Exercise ▸ Report each line of the records below that holds the word "name".

Provided data ▸
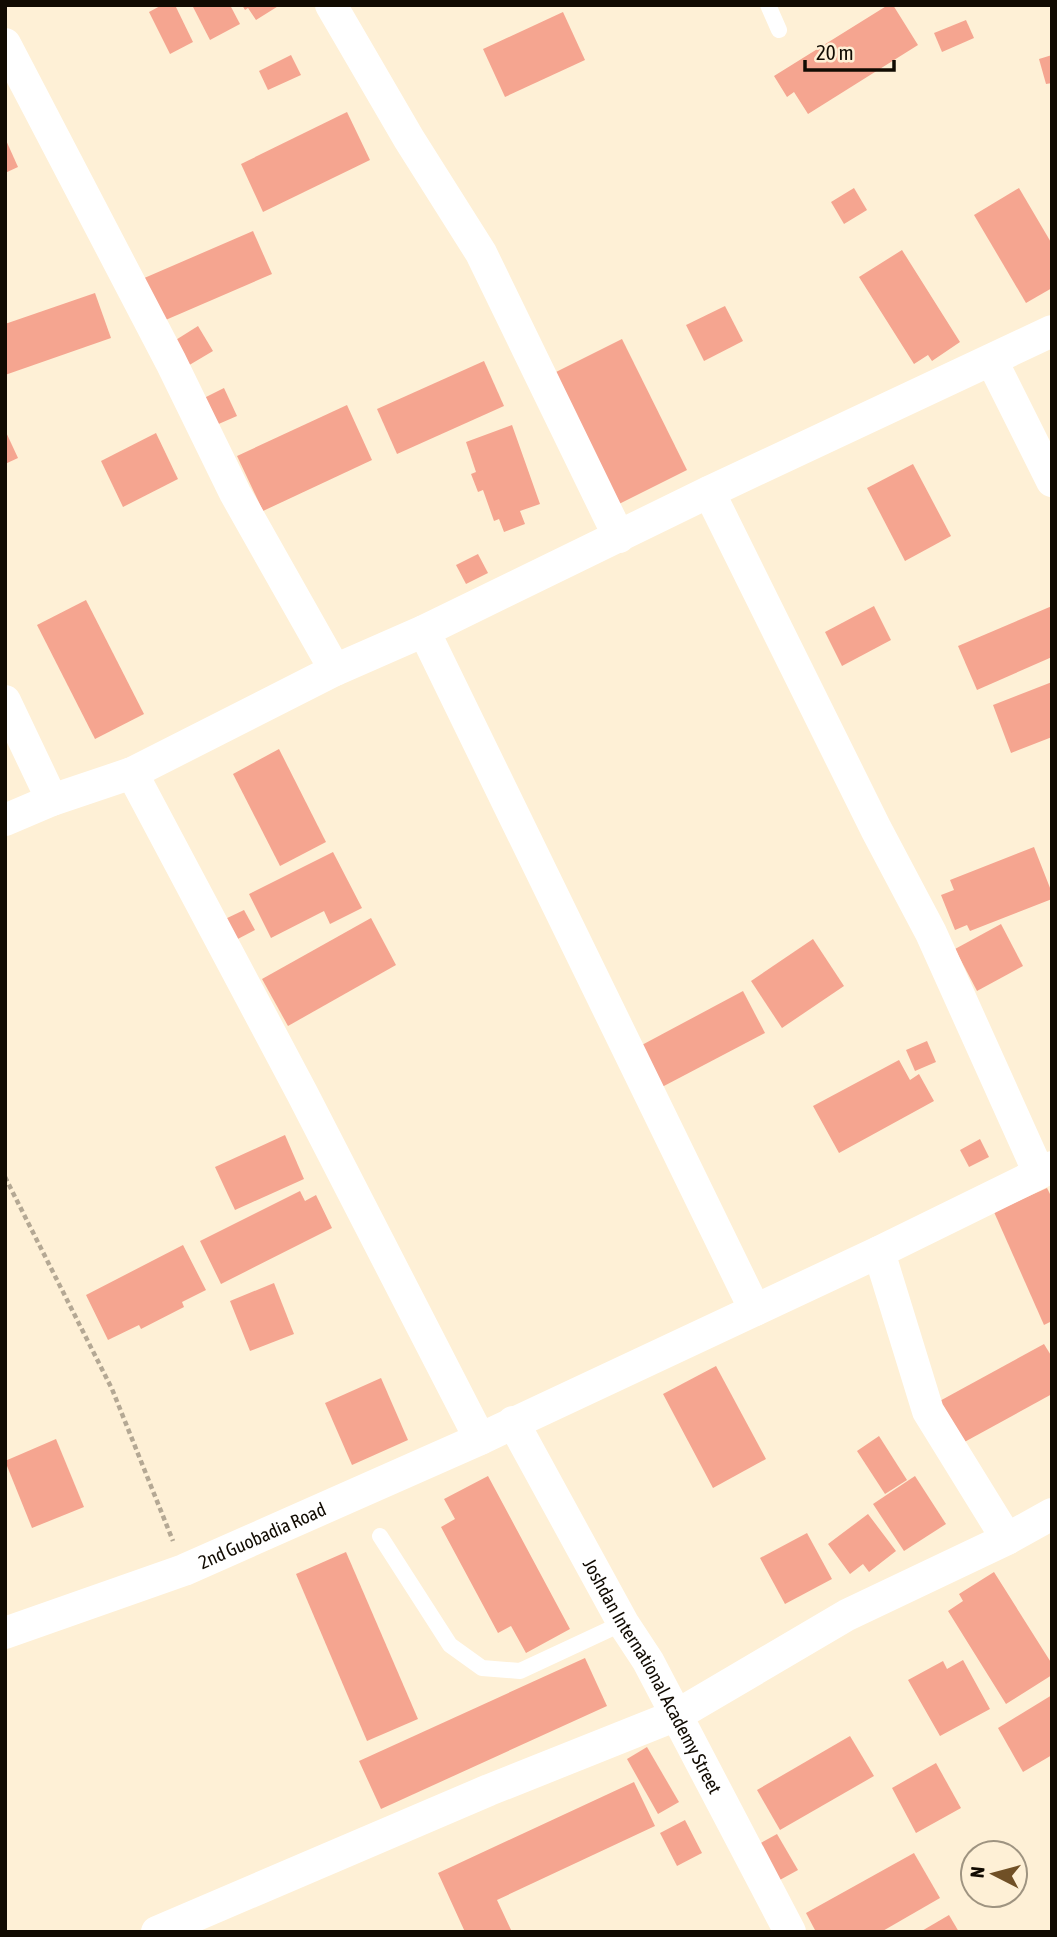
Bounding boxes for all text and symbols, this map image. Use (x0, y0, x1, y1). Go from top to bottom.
scale bar (805, 28, 894, 72)
text: 20 m (816, 40, 854, 64)
street label: 2nd Guobadia Road (195, 1498, 329, 1573)
street label: Joshdan International Academy Street (579, 1555, 727, 1797)
north arrow (959, 1839, 1029, 1909)
text: N (966, 1865, 989, 1879)

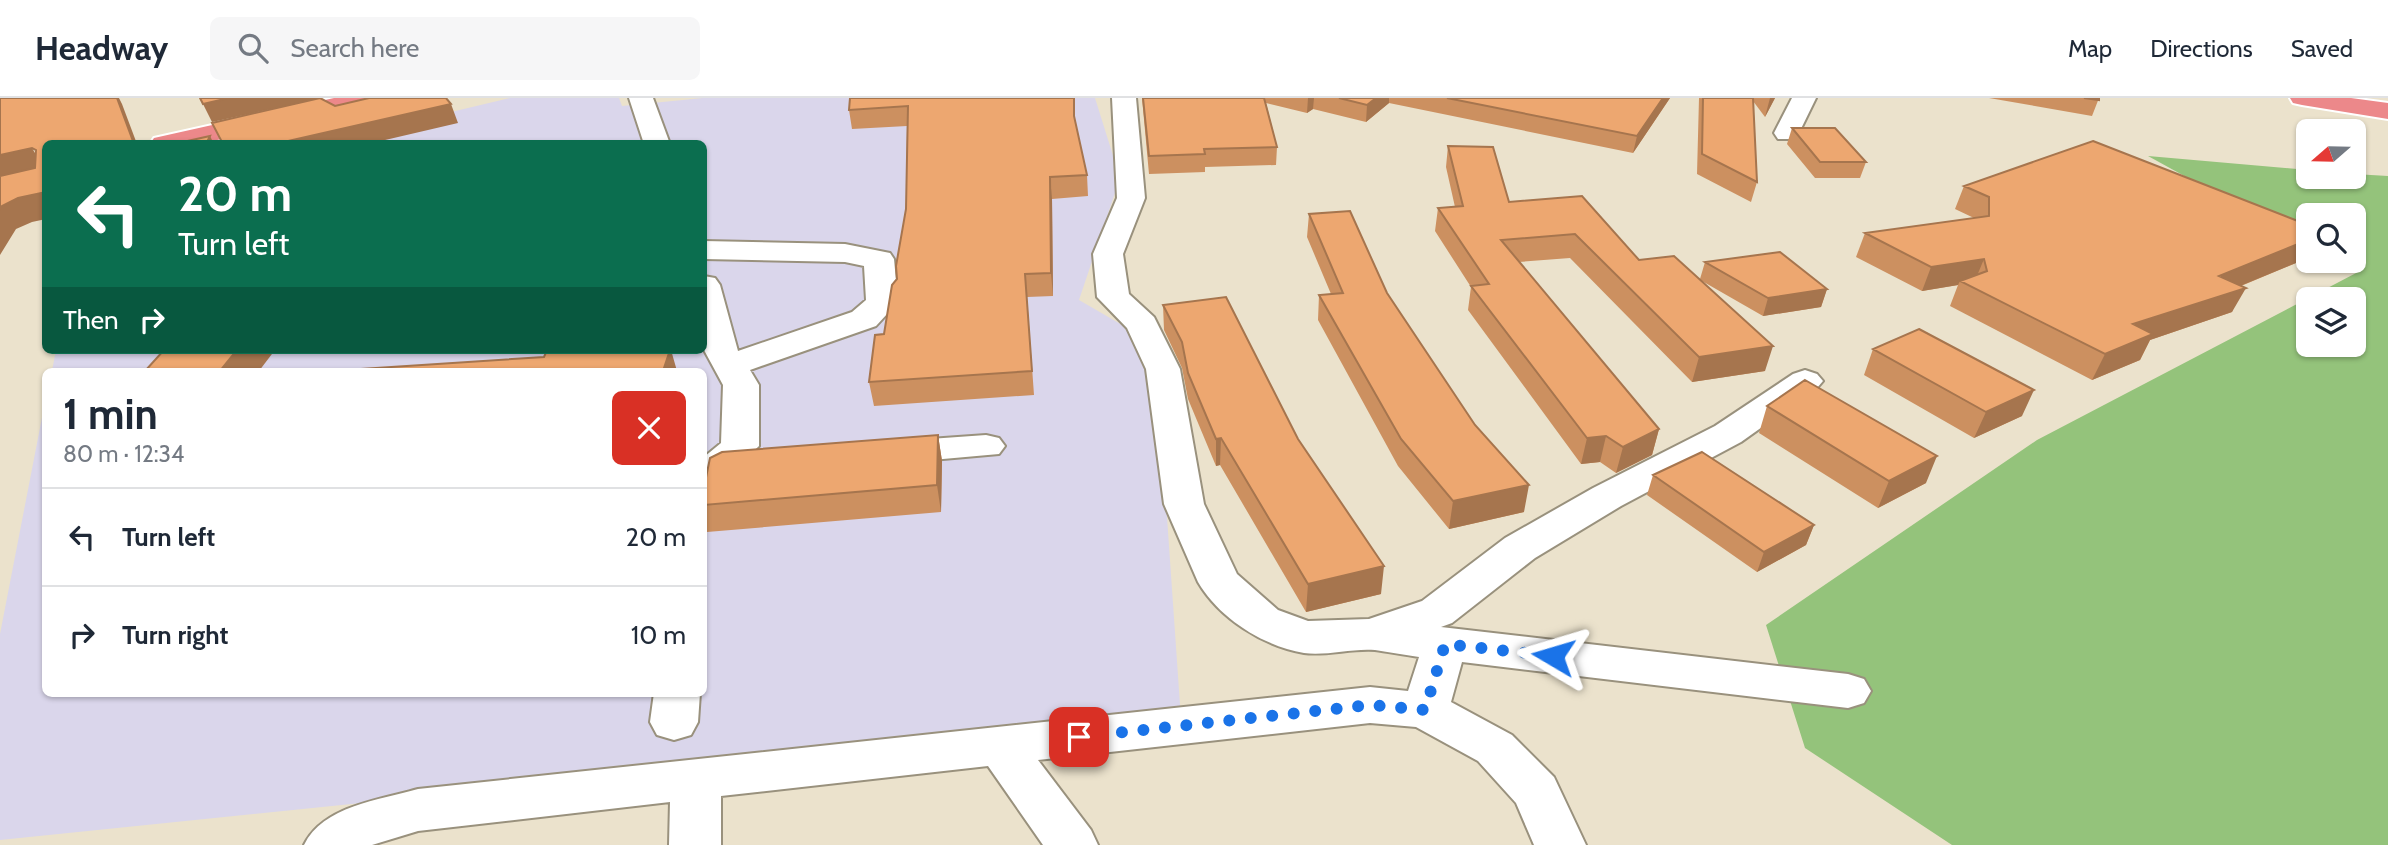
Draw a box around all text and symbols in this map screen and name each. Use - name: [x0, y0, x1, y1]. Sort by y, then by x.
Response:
- search box: [210, 17, 700, 80]
- text: Headway: [35, 28, 168, 68]
- icon: search: [234, 29, 272, 67]
- text: Search here: [290, 32, 419, 64]
- text: Map: [2068, 34, 2112, 63]
- text: Directions: [2150, 34, 2253, 63]
- text: Saved: [2291, 34, 2353, 63]
- north arrow: [2296, 119, 2366, 189]
- map controls: [2296, 119, 2366, 357]
- text: 20 m: [178, 164, 292, 223]
- icon: left: [63, 168, 154, 259]
- button: search: [2296, 203, 2366, 273]
- text: Turn left: [178, 224, 289, 263]
- button: layers: [2296, 287, 2366, 357]
- icon: right: [133, 301, 171, 339]
- text: Then: [63, 304, 119, 336]
- text: 1 min: [63, 388, 158, 440]
- button: close: [612, 391, 686, 465]
- text: 80 m · 12:34: [63, 440, 184, 468]
- icon: left: [63, 518, 101, 556]
- text: Turn left: [122, 521, 215, 553]
- text: 20 m: [626, 521, 686, 553]
- icon: right: [63, 616, 101, 654]
- text: Turn right: [122, 619, 228, 651]
- text: 10 m: [631, 619, 686, 651]
- position arrow: [1516, 619, 1590, 693]
- pin: [1049, 707, 1109, 767]
- icon: arrive: [1060, 718, 1098, 756]

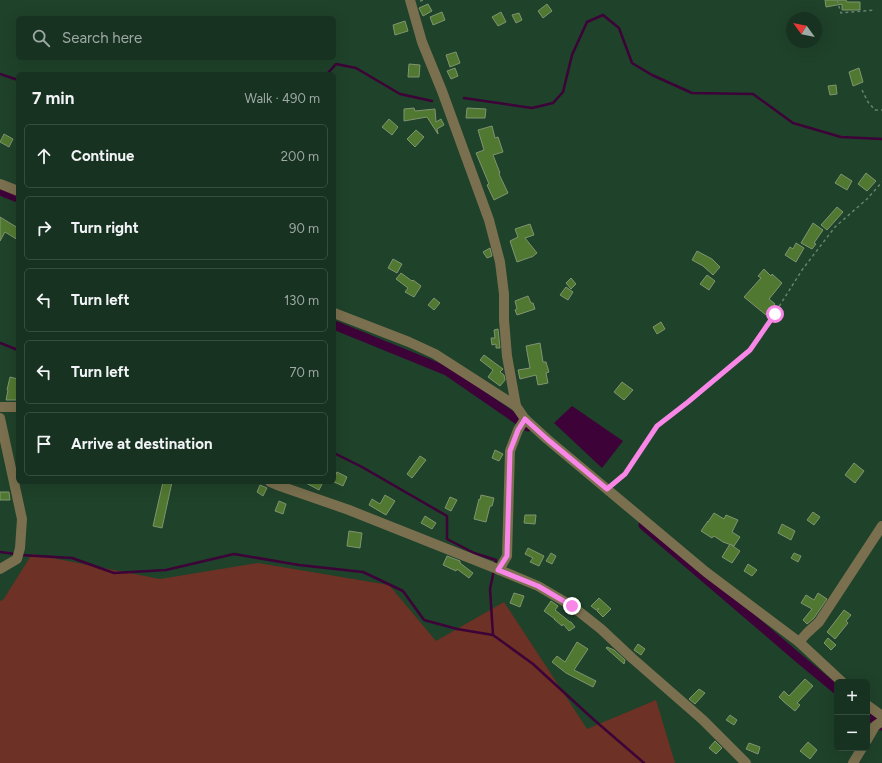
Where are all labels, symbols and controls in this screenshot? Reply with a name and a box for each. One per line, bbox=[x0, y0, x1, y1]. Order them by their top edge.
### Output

Response box ▸
Draw a box around all text and symbols in this map screen and name each. Use - name: [x0, y0, x1, y1]. Sort by y, then by x.
Where are all labels, symbols and controls in this screenshot? Reply with a name and a box for each. One per line, bbox=[x0, y0, x1, y1]. Order them by their top edge.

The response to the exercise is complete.